这是一段八卦闲话,今天以此起端,主要是有感于一个问题,那就是“你心中,谁最重?”当然,这个问题也可以转化为“他心中,谁最重?”
你能回答自己,这叫自知;你能看透别人,那叫知人。观人看己,察“神”,也就算是提纲挈领了。
袭人心里的神,现在是宝玉,以前是湘云,按道理讲,新神取代了旧神,一个人心里就一个神,可是袭人并没有忘旧,她依然对湘云很好,只不过比不上宝玉罢了。
袭人怎么对湘云好呢?
你看“老宋妈妈”就能看出来——老送嘛,常常送东西给史湘云;最新鲜的东西,比如“红菱和鸡头两样鲜果,又那一个,是一碟子桂花糖蒸新栗粉糕”,都是最新的,几个果子都能想到,和宝玉折桂孝顺老太太和太太是一个道理,说明心里想着她。
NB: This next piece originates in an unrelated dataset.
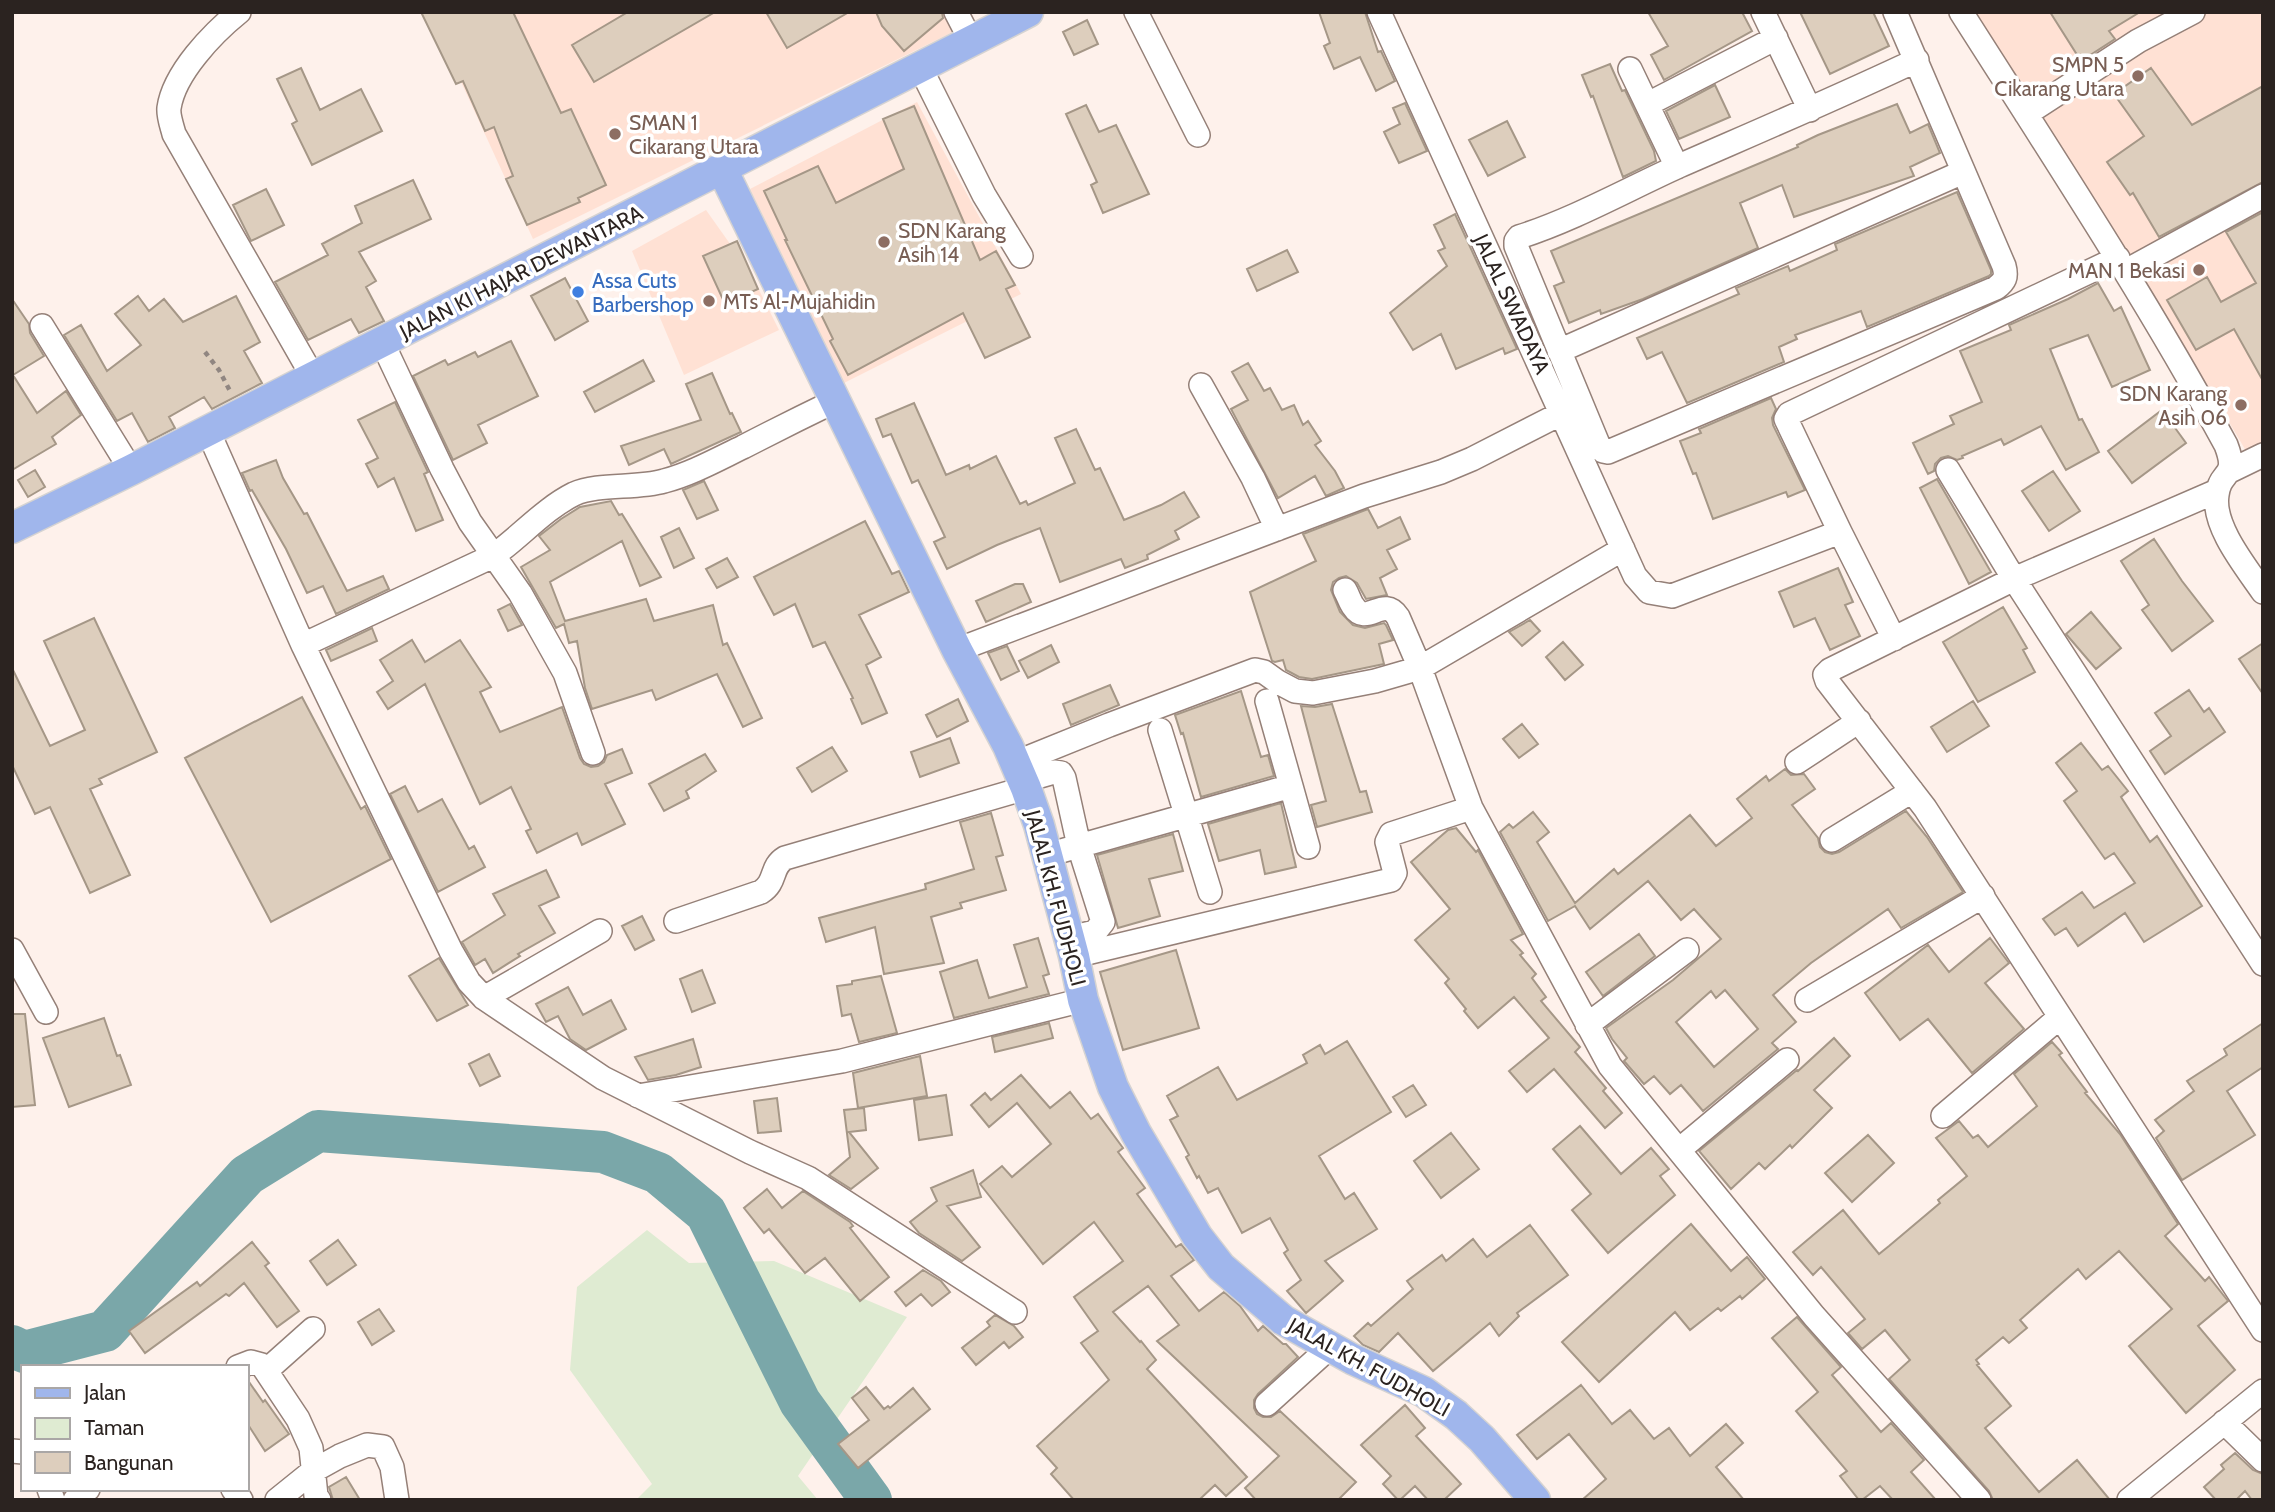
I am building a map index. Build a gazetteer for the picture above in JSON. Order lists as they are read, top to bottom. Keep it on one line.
{"streets":{"main road":["JALAN KI HAJAR DEWANTARA","JALAL KH. FUDHOLI"],"street":["JALAL SWADAYA"]},"crossings":[["JALAN KI HAJAR DEWANTARA","JALAL KH. FUDHOLI"]],"places":["SMPN 5 Cikarang Utara","SMAN 1 Cikarang Utara","SDN Karang Asih 14","MAN 1 Bekasi","Assa Cuts Barbershop","MTs Al-Mujahidin","SDN Karang Asih 06"],"legend":["Jalan","Taman","Bangunan"]}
宝玉送碟子给探春,袭人却要人去收回来,对史湘云呢?“前日姑娘说这玛瑙碟子好,姑娘就留下顽罢”。你看,这么贵重的东西,直接送给史湘云。“姑娘上日叫我作的活计”,她很快就做好了,这叫用心。宋妈去送东西,袭人特意让她换好衣服再去,这是给史湘云壮面子,袭人很细心。宝玉回来,“袭人也把打发宋妈妈与史湘云送东西去的话告诉了宝玉”,为啥把这个小事儿告诉宝玉恩?这是提醒宝玉去接湘云回来。宝玉一听就要去接,袭人马上劝道:“什么要紧,不过玩意儿.他比不得你们自在,家里又作不得主儿.告诉他,他要来又由不得他,不来,他又牵肠挂肚的,没的叫他不受用。”这是让宝玉搬贾母去请,这样史湘云不为难了。
你看,袭人就是这么细心,体贴,仔细的关心着史湘云。讲真的,她既是史湘云的姐姐,又好像史湘云的妈妈一样。
但这一切是真的吗?
我不知道。
为什么有此一问呢?
因为假如宝玉不喜欢史湘云,袭人会怎么样呢?她还会如此这般的对待史湘云吗?同学们,那就不得而知了。
我只能告诉诸位,人生没有假设啊!即便袭人只是因为宝玉喜欢的缘故而对湘云好,也就是说,袭人对史湘云的好是假的,但这种假又有什么关系呢?假的久了,假的跟真的一样了,假的也就成真的了。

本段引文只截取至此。